My Husband got diagnosed with brain cancer Glioblastoma stage 4 early Feb of 2012 on his Right Temperol Lobe. He had 7 weeks long of Radiation Treatments along with Tumodar Chemo pills. He lost alot of weight during that Treatment, somedays he got very sick in his stomach from the Tumodar & woke up so many nights with BAD headache!! I feel so sorry for him...wish I could just take all those pains away from him...it's just so hard to see someone you love going through pain like that:-( May 31st, he had his MRI at UW Medical saw Dr. Mrugala his Neuro-Oncologist up there and the Result of the 1st round of treatment wasn't good. Dr. Mrugala told us that the swelling in the brain is down but the cancer is back and that's NOT good, he said:-( So he is now on his 2nd round of treatment Avastin & Carboplatin. He will be going to UW Medical Center next Wednesday July 11 for his 6 weeks MRI at 3pm & will see his Neuro-Oncologist Dr. Mrugala at 4:30pm. Will continue to pray for some kind of good news. We have 2 boys age 15 yrs old & the younger one, he will be 10 years old on July 17. My Husband retired from the US Navy January of 2010 after 22 years in service. We were looking forward to have new life outside the Military but now found ourselves dealing with Steve having Brain Cancer:-(

Latest update from MRI this past Wednesday July=11-2012....Dr. Mrugala walked into the room with a great big smile on his face & told us that the MRI looks very good and that the Treatment of Avastin & Carboplatin is working. We are very happy & thankful to hear the wonderful news. Today is October-20-2012. So far his last 3 MRI came out good. Next MRI will be November 14-12.
MRI on November 14 showed that the Original Tumor is still stablized but there is a new " Spot" in the same area where the big tumor was taken out during his brain surgery on January 30-2012. Still waiting for the call from his Neuro-Oncologist up at UW Medical to see if Steve will go for another brain surgery. What a long difficult road!!
The MONSTER is back so Steve will be going for another Brain Surgery on December-7-2012 at University Of Washington Medical.
Surgery on December-7-2012 went well. His Neurosurgeon Dr. Silbergeld removed 90% of the tumor.
Today is December-29-12.Steve is recovering good but "slow" from his last surgery. His balance seems to be getting worse:-( and I have noticed that his short term memory is not too good now. In the past few days, he has had few falls. I have to help him with almost every basic things now.

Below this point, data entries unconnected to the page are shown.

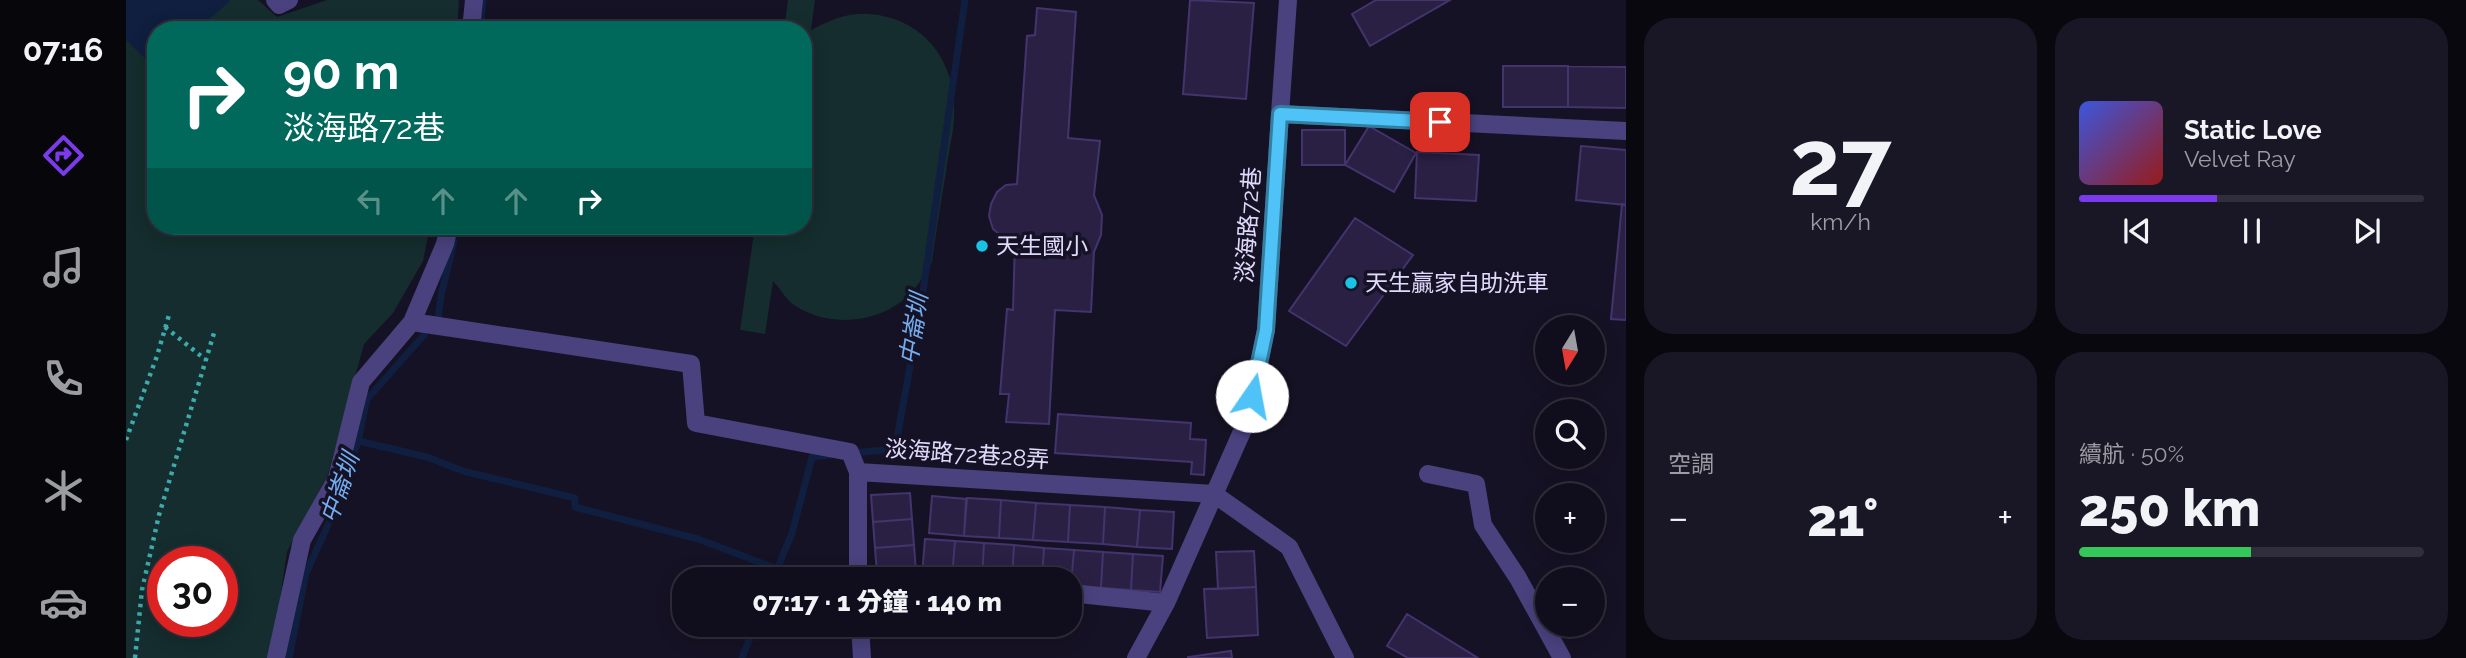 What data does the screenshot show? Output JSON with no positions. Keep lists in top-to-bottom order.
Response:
{
  "streets": {
    "street": ["淡海路72巷", "淡海路72巷28弄"]
  },
  "crossings": [
    ["淡海路72巷", "淡海路72巷28弄"]
  ],
  "water": ["中崙圳"],
  "places": ["天生國小", "天生贏家自助洗車"],
  "north": "bottom",
  "page": {
    "tabs": "07:16",
    "tile": [
      ["27", "km/h"],
      "空調",
      ["續航 · 50%", "250 km"]
    ],
    "turn": ["90 m", "淡海路72巷"],
    "song": ["Static Love", "Velvet Ray"],
    "map_buttons": ["+", "−"],
    "heat": ["−", "21°", "+"],
    "limit": "30",
    "trip": "07:17 · 1 分鐘 · 140 m"
  }
} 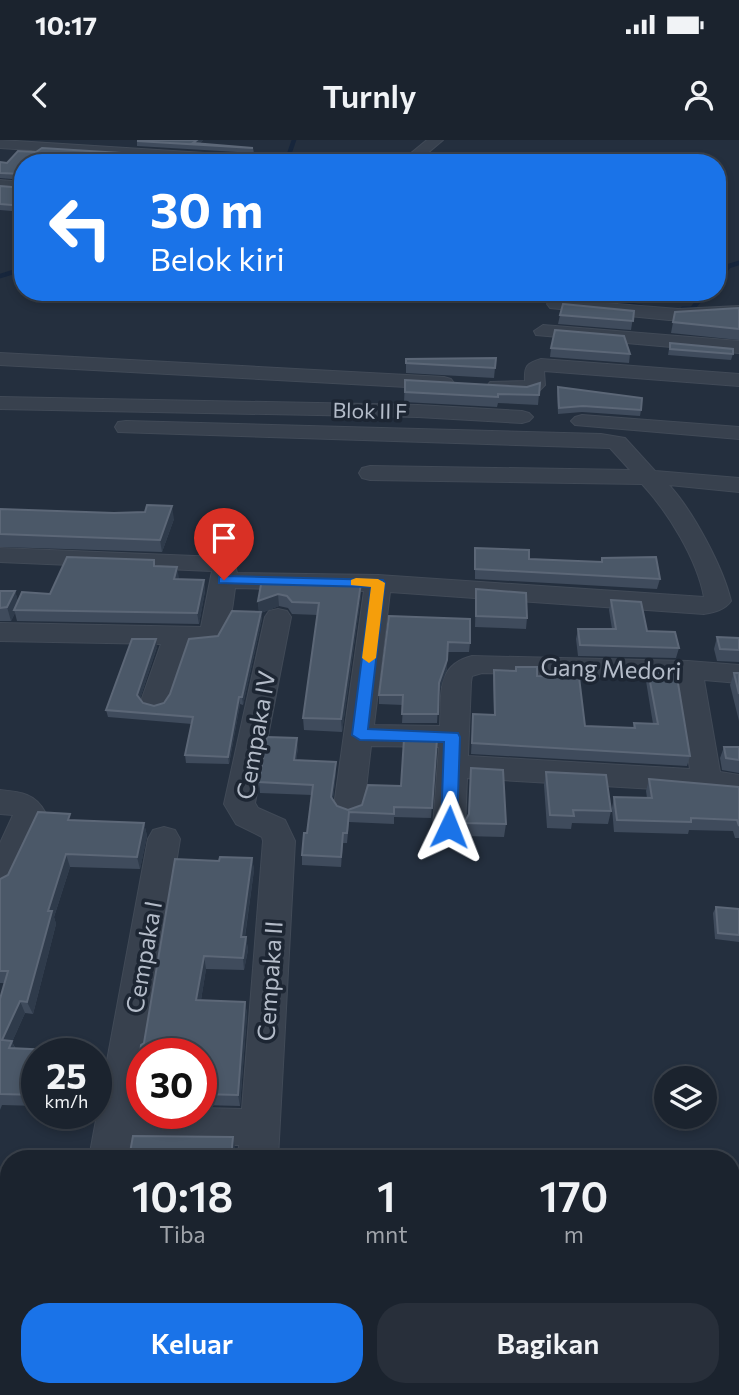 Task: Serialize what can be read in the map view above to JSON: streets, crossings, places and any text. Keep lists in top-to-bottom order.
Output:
{
  "streets": {
    "street": [
      "Blok II F",
      "Gang Medori",
      "Cempaka IV",
      "Cempaka I",
      "Cempaka II"
    ]
  },
  "crossings": [
    ["Cempaka IV", "Cempaka II"]
  ],
  "page": {
    "status": "10:17",
    "header": "Turnly",
    "turn": ["30 m", "Belok kiri"],
    "speed": "25 km/h",
    "limit": "30",
    "eta": [
      "10:18",
      "Tiba",
      "1",
      "mnt",
      "170",
      "m"
    ],
    "buttons": ["Keluar", "Bagikan"]
  }
} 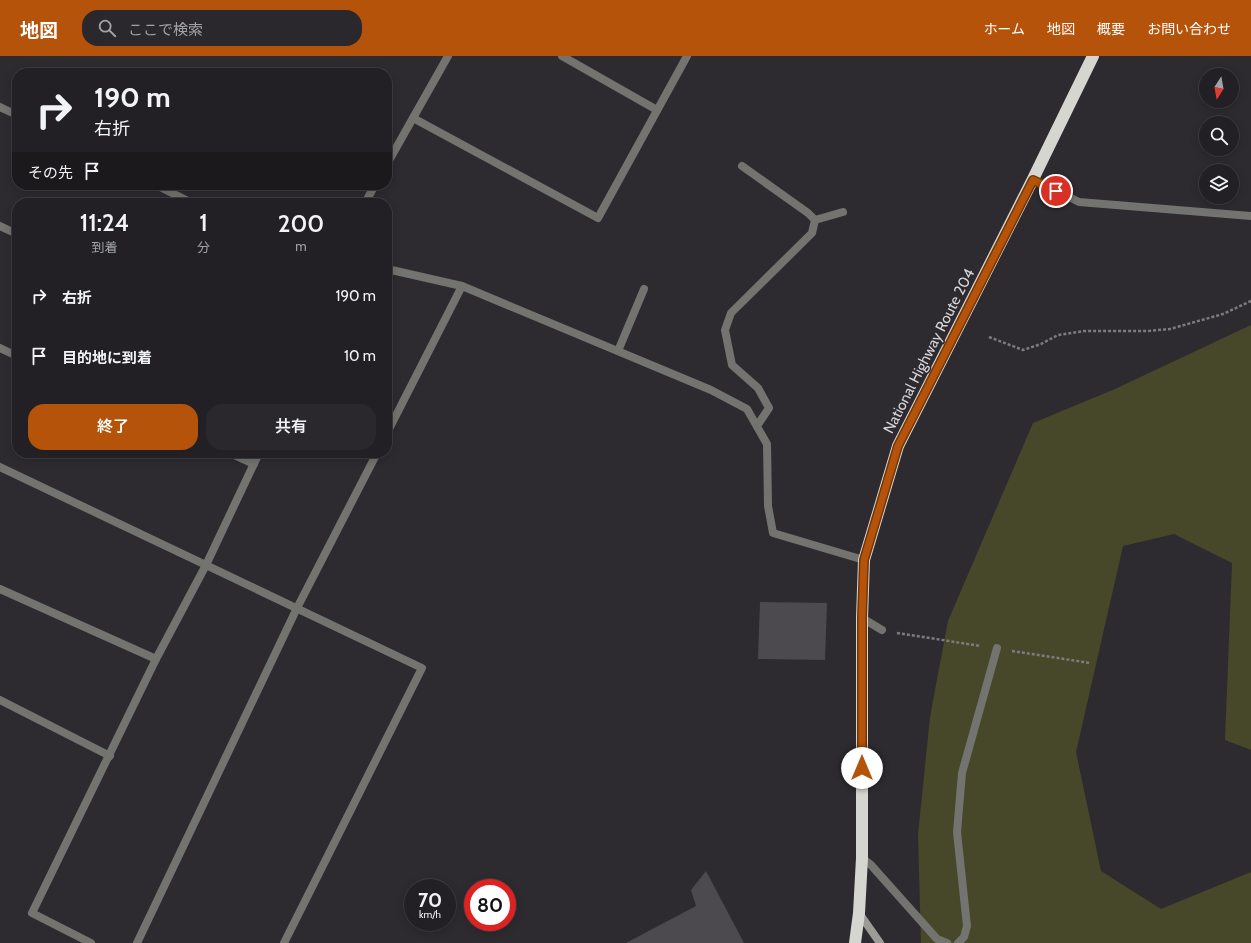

Today is January-30-13. Steve had MRI on Jan-23-13. MRI imaging showed rapid progression of tumor and new tumor by the brain stem area. Friday Jan-25-13, I was told the dreaded news by his Neuro-Oncologist that my beloved husband of 19 years has less than 6 months to live:-(

I lost my Beloved Husband and Best Friend of 19 years years at 2:10pm Washington State time today after an 12 months courageous battle with deadly Brain Tumor GBM. I miss him greatly, but am thankful that it is over and he is free from cancer, suffering , pain and now resting in the arms of Jesus. I have learned so much about the Brain, Life and Death through this difficult journey. I am thankful that I was able to fulfill his wishes and tried my very best to provide the very best care & loved him through his last breath today February-28-2013. I Love you Honey....together we have build a very good life together. You have been a Great husband to me & Dad to our 2 sons Jon 15 and Austin 10 years old. I will always forever Love you & Cherish all the great memories we have shared together.